I do my best to keep the “Upcoming Classes” link as up to date as possible. As the classes are scheduled and registration links are live, I put them on there. If I know something is underway, but not quite live yet, I may still add it to that page with an ETA.
Though I think of myself as an author first, these classes do comprise a large part of my new career. They pay the bills and I spend about 50-75% of my workday working on them! Usually, they dovetail with the things I’m writing about, and I research for both things at the same time.
I took a VIA Strengths finder test years ago, and both “Teaching” and “Learning” were particular strengths of mine. I think that this work on courses to offer is a huge part of expressing those strengths and feeling accomplished at the end of the day.
Morbid Anatomy Classes
I was introduced to Morbid Anatomy by a friend of mine, Amy Slonaker, who has been friends with the creators of the group for a long time. I’d attended a handful of sessions, and enjoyed the other attendees, as well as the topics that they cover. When Amy offered to introduce me to Joanna, the founder and main driving force behind the organization, I jumped at the chance.

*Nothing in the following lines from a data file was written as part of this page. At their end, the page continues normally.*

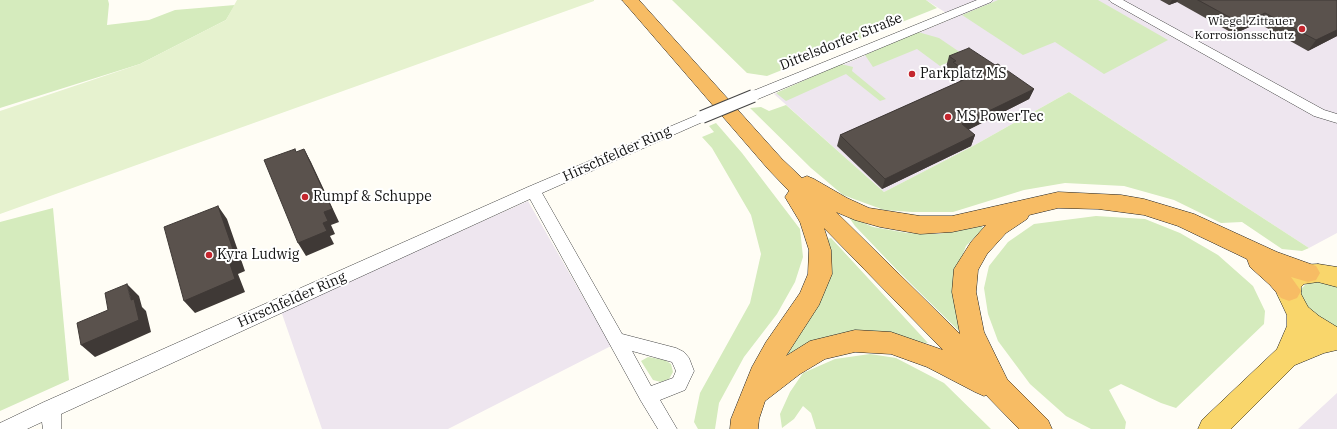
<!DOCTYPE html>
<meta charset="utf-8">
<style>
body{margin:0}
canvas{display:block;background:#fffdf5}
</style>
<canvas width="1337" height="429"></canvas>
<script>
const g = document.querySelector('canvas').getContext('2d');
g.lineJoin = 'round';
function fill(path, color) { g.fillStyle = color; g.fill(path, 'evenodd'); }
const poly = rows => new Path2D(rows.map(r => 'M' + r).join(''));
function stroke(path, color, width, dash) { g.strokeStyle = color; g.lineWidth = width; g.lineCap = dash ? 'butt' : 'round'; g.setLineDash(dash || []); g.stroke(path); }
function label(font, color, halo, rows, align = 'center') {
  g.font = font + ' "IBM Plex Serif",serif'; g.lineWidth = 4; g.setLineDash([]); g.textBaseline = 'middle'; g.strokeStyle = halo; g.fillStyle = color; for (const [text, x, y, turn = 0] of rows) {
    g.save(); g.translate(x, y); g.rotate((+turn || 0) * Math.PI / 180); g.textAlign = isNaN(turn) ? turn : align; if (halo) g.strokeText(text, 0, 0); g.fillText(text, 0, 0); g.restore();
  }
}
fill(poly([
 [926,0,1337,0,1337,233,1309,248,1069,92,973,146,884,192,774,94,954,18],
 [528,201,611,346,448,429,322,429,281,311],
 [1337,393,1337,429,1298,429]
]), '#eee6ef');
fill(poly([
 [0,0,108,0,109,4,107,25,149,20,175,10,235,5,226,20,140,64,0,108],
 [672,0,926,0,937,8,767,76,747,73],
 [998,0,1098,0,1168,40,1104,74,1055,42,1023,55,962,15],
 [918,32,939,38,964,55,940,66,917,49,873,67,865,55],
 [841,64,853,67,852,71,886,99,880,101,846,74,786,101,776,93],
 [1069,92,1309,248,1302,251,1282,249,1242,222,1221,223,1174,200,1124,186,1065,183,1024,190,953,212,912,212,884,210,843,195,811,168,750,108,761,107,769,111,786,105,884,192,973,146],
 [716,123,742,153,800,229,803,257,795,282,777,314,744,357,719,403,715,429,698,429,694,422,700,393,750,303,761,254,751,215,712,148,702,137,714,132,709,126],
 [53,208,69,380,0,411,0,222],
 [848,216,873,227,907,233,939,234,982,226,983,229,966,246,959,264,966,338,897,270,855,226],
 [1096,216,1145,219,1180,233,1218,255,1253,286,1265,311,1264,324,1176,408,1161,403,1121,384,1109,390,1126,422,1125,429,1091,429,1066,416,1030,384,998,341,988,314,984,288,989,266,1008,242,1034,224],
 [831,238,928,343,911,342,869,333,841,333,813,341,783,357,827,239],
 [1312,282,1321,282,1337,286,1337,333,1301,303,1301,289,1305,285],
 [870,354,896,358,944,383,991,429,816,429,811,413,803,406,794,419,782,428,780,414,790,392,803,373,835,359],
 [648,357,665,360,671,364,673,372,669,379,661,382,653,380,641,361]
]), '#d5ebbd');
fill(poly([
 [237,0,594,0,594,1,0,214,0,111,140,64,226,20]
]), '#e6f2cf');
const minor = poly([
 [977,0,993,0,991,2,758,99,753,100,748,99,747,96,748,93,977,0],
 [1109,0,1123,0,1324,110,1337,114,1337,123,1314,116,1111,2,1109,0],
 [702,113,707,114,709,117,707,120,542,193,622,334,676,348,684,352,689,358,694,371,685,390,660,400,677,429,658,429,641,401,530,199,61,414,61,429,43,429,42,422,27,429,0,429,0,423,44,402,528,187,702,113],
 [632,351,672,362,676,371,673,378,651,386,632,351]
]);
const primary = poly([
 [1318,264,1337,267,1337,287,1318,282,1304,284,1301,287,1301,294,1308,307,1319,316,1337,327,1337,350,1324,353,1295,365,1231,429,1198,429,1202,420,1277,349,1287,326,1287,315,1277,294,1277,285,1281,278,1286,271,1292,268,1300,265,1318,264]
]);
const trunk = poly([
 [622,0,639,0,782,159,802,178,807,176,814,179,847,198,869,208,920,216,952,216,1058,192,1121,195,1144,199,1194,214,1277,252,1316,266,1320,273,1316,280,1308,282,1291,277,1301,291,1297,298,1289,301,1281,298,1270,285,1250,267,1247,259,1178,226,1144,215,1098,209,1058,208,1029,215,1027,219,1006,233,987,254,978,270,976,292,984,332,1007,379,1048,420,1052,429,1019,429,986,395,984,396,975,392,927,367,891,354,855,352,825,359,800,374,765,401,759,419,758,429,730,429,731,419,752,367,766,342,800,293,808,274,809,250,800,222,785,197,789,191,768,169,622,0],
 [836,212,855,220,880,227,920,234,952,232,986,225,971,242,954,269,952,292,960,334,836,212],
 [824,228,943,350,891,332,855,330,810,341,786,356,819,305,832,274,831,250,824,228]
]);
stroke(minor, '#444', 1);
stroke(primary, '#222', 1);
stroke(trunk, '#222', 1);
fill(minor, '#fff');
fill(primary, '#f9d66b');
fill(trunk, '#f7bc64');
const minorBridge = poly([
 [702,117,753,96]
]);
stroke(minorBridge, '#444', 14, []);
stroke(minorBridge, '#fff', 12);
fill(poly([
 [1160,0,1337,0,1337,36,1308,51,1258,23,1234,34,1177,2,1169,5],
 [949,56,995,65,1034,89,1029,99,968,130,975,135,971,146,882,189,837,146,840,135,961,81,950,73,950,70,946,67]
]), '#4d4742');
fill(poly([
 [1172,0,1178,0,1177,2,1169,5],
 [1265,13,1258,23,1234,34,1242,24],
 [1337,30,1337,36,1308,51,1316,40],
 [1034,89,1029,99,958,135,962,124],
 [975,135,971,146,882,189,885,179],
 [304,149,311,162,339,222,331,225,335,234,330,236,334,244,306,256,298,243,323,223,324,212],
 [218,206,227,219,245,271,238,274,245,292,195,313,184,301,229,261],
 [127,284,139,296,142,307,146,311,151,332,95,357,81,345,131,300]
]), '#3f3936');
const building = poly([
 [1198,0,1337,0,1337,30,1316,40,1265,13,1242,24,1198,0],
 [969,48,995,65,998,64,1034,89,962,124,975,135,885,179,840,135,972,76,953,62,956,61,949,56,969,48],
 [295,149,296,152,304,149,332,209,324,212,328,221,323,223,327,231,298,243,264,160,295,149],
 [218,206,236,258,229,261,235,279,184,301,164,227,218,206],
 [127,284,131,300,134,299,139,320,81,345,77,323,108,310,105,293,127,284]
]);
fill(building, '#5a524d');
stroke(building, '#3f3936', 1);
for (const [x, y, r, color] of [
 [1302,29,4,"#c4262e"],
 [912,74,4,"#c4262e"],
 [948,117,4,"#c4262e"],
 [305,197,4,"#c4262e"],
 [209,255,4,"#c4262e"]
]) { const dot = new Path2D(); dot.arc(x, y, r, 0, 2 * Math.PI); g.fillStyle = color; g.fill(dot); stroke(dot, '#fff', 1.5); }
label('12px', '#111', '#fff', [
 ["Wiegel Zittauer",1294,22],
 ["Korrosionsschutz",1294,36]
], 'right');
label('14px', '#111', '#fff', [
 ["Dittelsdorfer Straße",841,42,-22],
 ["Hirschfelder Ring",617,154,-24],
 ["Hirschfelder Ring",292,300,-24]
]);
label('14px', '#111', '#fff', [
 ["Parkplatz MS",920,74],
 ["MS PowerTec",956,117],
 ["Rumpf & Schuppe",313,197],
 ["Kyra Ludwig",217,255]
], 'left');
</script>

The coolest part of teaching for Morbid Anatomy is that I can expand my audience and potential reach exponentially. They have almost a half a million followers full of smart, interesting, creative people. It’s a fabulous group of people to teach and to become friends with and collaborators with going forward.
Being able to choose my course topics and classes is another huge plus. I choose what to teach! We negotiate on dates a little bit, to make sure the schedule works for everyone. But generally speaking, I drive my own show there.
In terms of workload, I spend a few hours each week actively teaching a session and following up on emails about the active session, a few hours researching and preparing the syllabus and presentations for upcoming courses, and sometimes a little bit of time organizing and ideating upcoming course ideas to pitch.
Right now I have about 1 course per month on the books, and I’d like to continue that pace into 2025.
- July and August – [SOLD OUT!] Fairy Tale Retelling Course currently underway
- August – Grim Grimm and Women’s Trauma
- September 9th – FREE Event about the Connections between the Unicorn and the Monstrous Feminine
- September – October – The Monstrous Feminine
- October-November – The Fairy tale retelling course (I’m offering it again, since the first one sold out)
I plan to take a break in December, and then pick back up in January 2025 with new courses. The fun part, of course, will be thinking about what else to offer in the meantime! These ideas are often based on my research and writing projects. If there’s a mythology topic you’d be interested in taking a course about, please comment and let me know!
Thinkific Classes About Burnout
Right now, the courses that are gobbling up most of my workday are a set of asynchronous, on-demand courses that I’m creating on the Thinkific platform.
I’m doing this process in a quick and dirty way. I created a “minimum viable product” or MVP version, which I offer for free. That course is about 1 hour of video, and it is aimed at helping individuals who think they are suffering from burnout. The idea of an MVP is to move as quickly as possible, make notes of lessons learned and to fail forward into the next version. I posted about my lessons learned a few weeks ago.
Version #2 then, is a course I’ve launched that is aimed at helping people managers to prevent their own teams from burning out. This course is not going to be free, and it’s about 3 hours of edited video, so I had to apply all of the lessons in real time to get this going.
The main idea here is that I won’t be creating these courses forever. There won’t be an ongoing need to spend hours of every day with video edits, background music, PDF downloads, closed caption uploads, and detailed supporting materials. Once I create this course, I won’t need to update it until the book comes out. I might have additional time to spend marketing and learning how to get sign-ups, but I probably won’t have to adjust the meat of the course.
Again, I’ll “fail forward” with this one as I make the next. The next, by the way, is either what human resources can do to prevent employee burnout or what the c-suite can do to prevent employee burnout. I’m not sure which set of videos I’ll be making next.
The fourth (and perhaps final) asynchronous burnout training I want to offer will go back to the beginning – a free 1-hour course aimed at autistic burnout recovery. This is more because I just genuinely want to help people, rather than as a way to build a marketing funnel.
The other trainings, though, are ultimately targeted at selling the burnout book when it comes out, and at upselling workshops for companies. The idea is that I could also offer these training sessions in person!